Dataset records:
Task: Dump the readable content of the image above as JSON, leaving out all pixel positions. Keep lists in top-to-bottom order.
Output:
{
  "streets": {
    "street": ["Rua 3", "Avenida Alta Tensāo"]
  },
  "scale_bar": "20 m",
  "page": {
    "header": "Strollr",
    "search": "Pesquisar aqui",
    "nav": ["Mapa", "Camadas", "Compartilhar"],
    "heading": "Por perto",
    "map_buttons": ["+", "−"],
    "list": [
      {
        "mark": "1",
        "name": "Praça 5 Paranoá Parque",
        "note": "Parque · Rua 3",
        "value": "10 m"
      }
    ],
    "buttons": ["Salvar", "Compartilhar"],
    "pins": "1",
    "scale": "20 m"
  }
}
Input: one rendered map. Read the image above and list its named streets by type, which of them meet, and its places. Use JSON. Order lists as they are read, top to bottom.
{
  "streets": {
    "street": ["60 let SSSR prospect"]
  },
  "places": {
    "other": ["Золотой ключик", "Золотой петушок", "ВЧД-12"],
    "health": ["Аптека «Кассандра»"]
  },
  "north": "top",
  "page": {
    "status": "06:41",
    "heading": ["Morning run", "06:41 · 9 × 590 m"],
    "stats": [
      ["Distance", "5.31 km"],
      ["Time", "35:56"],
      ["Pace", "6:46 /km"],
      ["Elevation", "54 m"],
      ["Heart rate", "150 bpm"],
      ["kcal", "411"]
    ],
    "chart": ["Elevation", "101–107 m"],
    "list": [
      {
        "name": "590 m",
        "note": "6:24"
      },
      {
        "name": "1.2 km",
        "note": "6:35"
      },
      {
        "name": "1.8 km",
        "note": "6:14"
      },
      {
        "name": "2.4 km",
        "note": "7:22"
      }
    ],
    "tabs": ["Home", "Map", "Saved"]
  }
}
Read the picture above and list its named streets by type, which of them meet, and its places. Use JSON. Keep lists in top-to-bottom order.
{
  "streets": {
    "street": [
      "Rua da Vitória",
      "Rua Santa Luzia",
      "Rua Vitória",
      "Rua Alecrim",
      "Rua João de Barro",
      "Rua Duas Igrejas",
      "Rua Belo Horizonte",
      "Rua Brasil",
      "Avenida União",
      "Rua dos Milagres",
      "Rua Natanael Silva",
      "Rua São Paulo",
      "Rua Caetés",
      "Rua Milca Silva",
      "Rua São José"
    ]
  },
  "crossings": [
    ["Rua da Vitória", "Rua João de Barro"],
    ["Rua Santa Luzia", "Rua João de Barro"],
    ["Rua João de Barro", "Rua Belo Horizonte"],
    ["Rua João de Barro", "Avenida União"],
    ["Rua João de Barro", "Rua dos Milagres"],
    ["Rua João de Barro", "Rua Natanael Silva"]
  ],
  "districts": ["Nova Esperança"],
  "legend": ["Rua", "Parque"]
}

**Task details:**
Would you output every entry exactly as it was written?

**Exercise solution:**
Task: Dump the readable content of the image above as JSON, leaving out all pixel positions. Keep lists in top-to-bottom order.
Output:
{
  "streets": {
    "street": ["Rua 3", "Avenida Alta Tensāo"]
  },
  "scale_bar": "20 m",
  "page": {
    "header": "Strollr",
    "search": "Pesquisar aqui",
    "nav": ["Mapa", "Camadas", "Compartilhar"],
    "heading": "Por perto",
    "map_buttons": ["+", "−"],
    "list": [
      {
        "mark": "1",
        "name": "Praça 5 Paranoá Parque",
        "note": "Parque · Rua 3",
        "value": "10 m"
      }
    ],
    "buttons": ["Salvar", "Compartilhar"],
    "pins": "1",
    "scale": "20 m"
  }
}
Input: one rendered map. Read the image above and list its named streets by type, which of them meet, and its places. Use JSON. Order lists as they are read, top to bottom.
{
  "streets": {
    "street": ["60 let SSSR prospect"]
  },
  "places": {
    "other": ["Золотой ключик", "Золотой петушок", "ВЧД-12"],
    "health": ["Аптека «Кассандра»"]
  },
  "north": "top",
  "page": {
    "status": "06:41",
    "heading": ["Morning run", "06:41 · 9 × 590 m"],
    "stats": [
      ["Distance", "5.31 km"],
      ["Time", "35:56"],
      ["Pace", "6:46 /km"],
      ["Elevation", "54 m"],
      ["Heart rate", "150 bpm"],
      ["kcal", "411"]
    ],
    "chart": ["Elevation", "101–107 m"],
    "list": [
      {
        "name": "590 m",
        "note": "6:24"
      },
      {
        "name": "1.2 km",
        "note": "6:35"
      },
      {
        "name": "1.8 km",
        "note": "6:14"
      },
      {
        "name": "2.4 km",
        "note": "7:22"
      }
    ],
    "tabs": ["Home", "Map", "Saved"]
  }
}
Read the picture above and list its named streets by type, which of them meet, and its places. Use JSON. Keep lists in top-to-bottom order.
{
  "streets": {
    "street": [
      "Rua da Vitória",
      "Rua Santa Luzia",
      "Rua Vitória",
      "Rua Alecrim",
      "Rua João de Barro",
      "Rua Duas Igrejas",
      "Rua Belo Horizonte",
      "Rua Brasil",
      "Avenida União",
      "Rua dos Milagres",
      "Rua Natanael Silva",
      "Rua São Paulo",
      "Rua Caetés",
      "Rua Milca Silva",
      "Rua São José"
    ]
  },
  "crossings": [
    ["Rua da Vitória", "Rua João de Barro"],
    ["Rua Santa Luzia", "Rua João de Barro"],
    ["Rua João de Barro", "Rua Belo Horizonte"],
    ["Rua João de Barro", "Avenida União"],
    ["Rua João de Barro", "Rua dos Milagres"],
    ["Rua João de Barro", "Rua Natanael Silva"]
  ],
  "districts": ["Nova Esperança"],
  "legend": ["Rua", "Parque"]
}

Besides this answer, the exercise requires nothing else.